And there lies the hurdle as there is no established universal definitional of
terrorists or terrorism because many nations affected by terrorism have
vastly divergent definitions of terrorism and some do not make attacks against
civilians central to their crimes. This is no different from an international
legal perspective.15
For example, the Rome Statute of the International Criminal Court (ICC) seeks
to place terrorism as a species of a larger “crime against humanity”
rather than criminalize it outright, and as there is no stated universal
definition of terrorism, it is not possible for ICC to define ISIS in terms of
terrorist organization. And as terrorism has not been directly recognised in
Rome Statue, acquiring the subject matter jurisdiction is also little tough,
though ISIS activities have been classified as genocide and crime against
humanity, but a direct classification as terrorism would have granted more
authority to ICC16

Even the definitions of transnational belligerence do not seem to cover ISIS. A
Non-International Armed Conflict (NIAC) is interpreted though the wording of
Common Article 3 of the 1949 Geneva Conventions and the law relating to
International Armed Conflict17
is covered in Protocol Additional to the Geneva Conventions (II) and Relating to the Protection of Victims of
International Armed Conflicts18,
but both the above mentioned provisions’ definitions fall short in the
transnational belligerency context because the above mentioned provisions were
designed to address cases of internal rebellion by guerillas, not by
transnational terrorist organizations such as ISIS.19

ISIS doesn’t seem to fit in the definition of state
also. International law recognizes that there are four prerequisite qualities
of statehood: territory, population, government, and recognition. The presence
of territory, population, and government are questions of fact. A prospective
State shows territory by examining the physical territory that the prospective
state claims. The population that a State claims is the population that resides
in the territory.

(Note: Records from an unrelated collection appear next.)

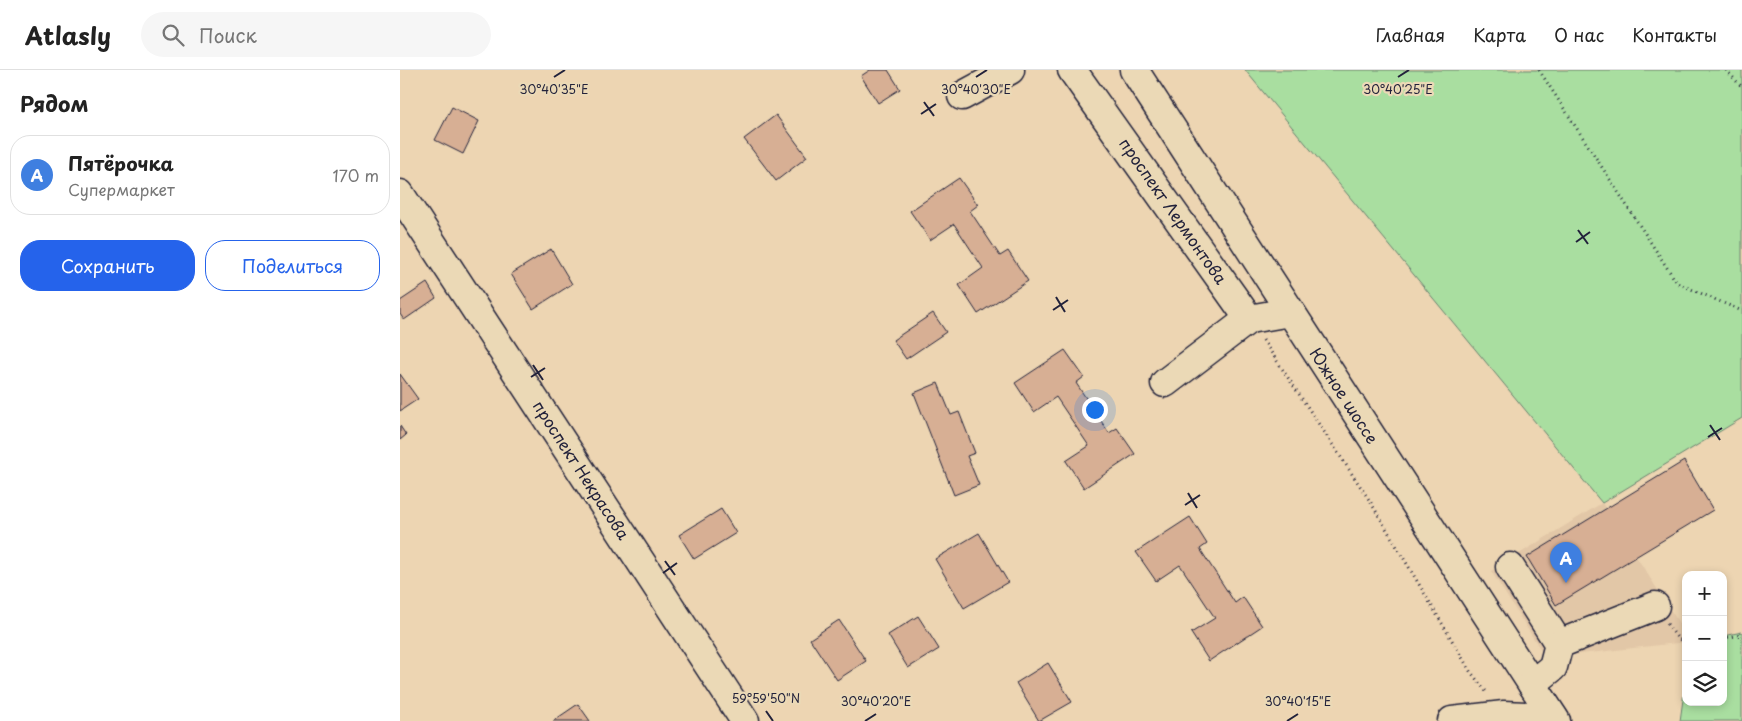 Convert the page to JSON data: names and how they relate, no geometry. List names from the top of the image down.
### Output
{
  "streets": {
    "street": ["проспект Лермонтова", "Южное шоссе", "проспект Некрасова"]
  },
  "page": {
    "header": "Atlasly",
    "search": "Поиск",
    "nav": [
      "Главная",
      "Карта",
      "О нас",
      "Контакты"
    ],
    "heading": "Рядом",
    "list": [
      {
        "mark": "A",
        "name": "Пятёрочка",
        "note": "Супермаркет",
        "value": "170 m"
      }
    ],
    "buttons": ["Сохранить", "Поделиться"],
    "pins": "A",
    "map_buttons": ["+", "−"]
  },
  "coordinates": [
    "30°40'35\"E",
    "30°40'30\"E",
    "30°40'25\"E",
    "59°59'50\"N",
    "30°40'20\"E",
    "30°40'15\"E"
  ]
}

If there is a segment of the population that organizes the
affairs of the rest of the population and deals with the governments of other
states, then a government exists as well. Arguably, neither Iraq nor Syria
retains territorial sovereignty in the areas controlled by ISIS since neither
State can exercise peaceful and effective control over the territories and
populations that ISIS controls. Likewise, ISIS cannot exercise peaceful and
effective control because ISIS only maintains dominion over its population and
territory by force. Since Iraq and Syria both lack peaceful and effective
control of the territory that ISIS controls, it is unlikely that either can or
would attempt to exert territorial jurisdiction over the offenses against
aliens that occur in ISIS’s territory. While ISIS holds itself out as a State
and Abu Bakr al-Baghdadi claims to be the caliph of a caliphate that should
command international personhood, but the reality is that ISIS falls far short of truly possessing legitimate Statehood.20

For prosecution and punishment of ISIS leaders, it is imperative to capture them, but as
of now it does not seem very possible because the US or Russian military are
far from capturing of leaders of ISIS. With such big army and weapons at their
helm, ISIS has been second to no terrorist organisation in terms of its power
and terror, and without capturing of ISIS leaders, justice would not be served.21
Another hurdle in prosecution of ISIS is lack of support from Syria in
investigation, as mentioned earlier the Syrian Govt. itself has been accused of
war crimes, there seems so possibility that they will help the ICC in
investigation against ISIS, because for them it might end as equivalent to
submitting evidence against itself to ICC.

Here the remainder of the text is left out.